Sharku found that his heart was beating a fraction faster than normal, in spite of the controls he had on it. He didn't want the bloody job, but damn it, who else was there?
"We have been trying," said Titus, "to trace your bloodlines. Are you aware of the gap in the records along about the time of the Cyborg Rebellion?"
Sharku stiffened. "I am aware of that, yes, Breedmaster. Is there some reason why it's important?"
"Perhaps," the Breedmaster said. "You are undoubtedly descended from First Citizen Galen Diettinger. One of your lines descends from the Lady Althene, yes?"
"I hadn't been aware—" Sharku caught Sigrid's eye and shut his mouth. He started again. "It does?"
"Yes," said Sigrid, "it does. And that is a very convenient fact."
That was so blunt it was almost subtle. Sharku blinked twice as his brain clicked through the data.
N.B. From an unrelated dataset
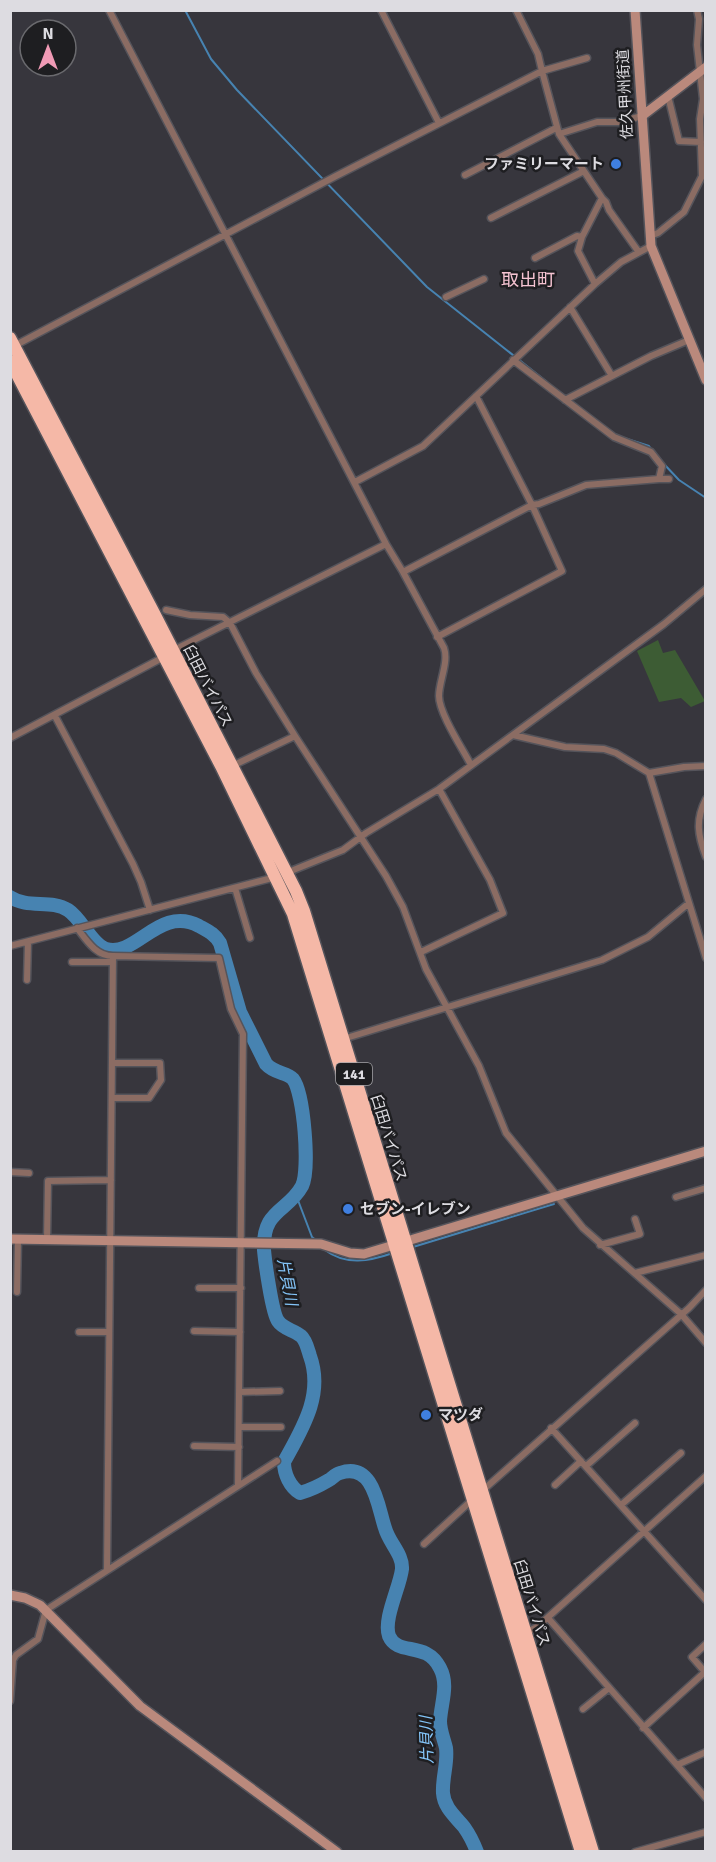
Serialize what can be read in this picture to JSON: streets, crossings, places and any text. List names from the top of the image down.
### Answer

Cyborg he wasn't, but he wasn't stupid, either. Unless stupid meant letting his troops hail him Deathmaster without any input from the Council.
"At the moment," Sigrid said, "the Citadel is as close to anarchy as it's come in centuries. There's bloody carnage in the Inner Keep. Nûrnen has been sacked, and outside the walls is a reeking slaughterhouse and a howling pack of barbarian cattle. Inside is a population severely depleted by war and attrition, and we don't know the full extent of the genetic losses in the Inner Keep. We have no firm leadership. The Council has been little more than a ceremonial body for generations. The Cyborgs are gone, except for us.
"All we have are ourselves—and you."
Titus' deep, gravelly voice brought Sharku's eyes to him. Strange to realize that that particular quality and timbre wouldn't be heard again until Sieglinde's son Rhun grew up. Titus was the last adult male Cyborg, aside from Bonn, and he was hardly a candidate. There weren't any more of his generation, or of any generation but the very latest.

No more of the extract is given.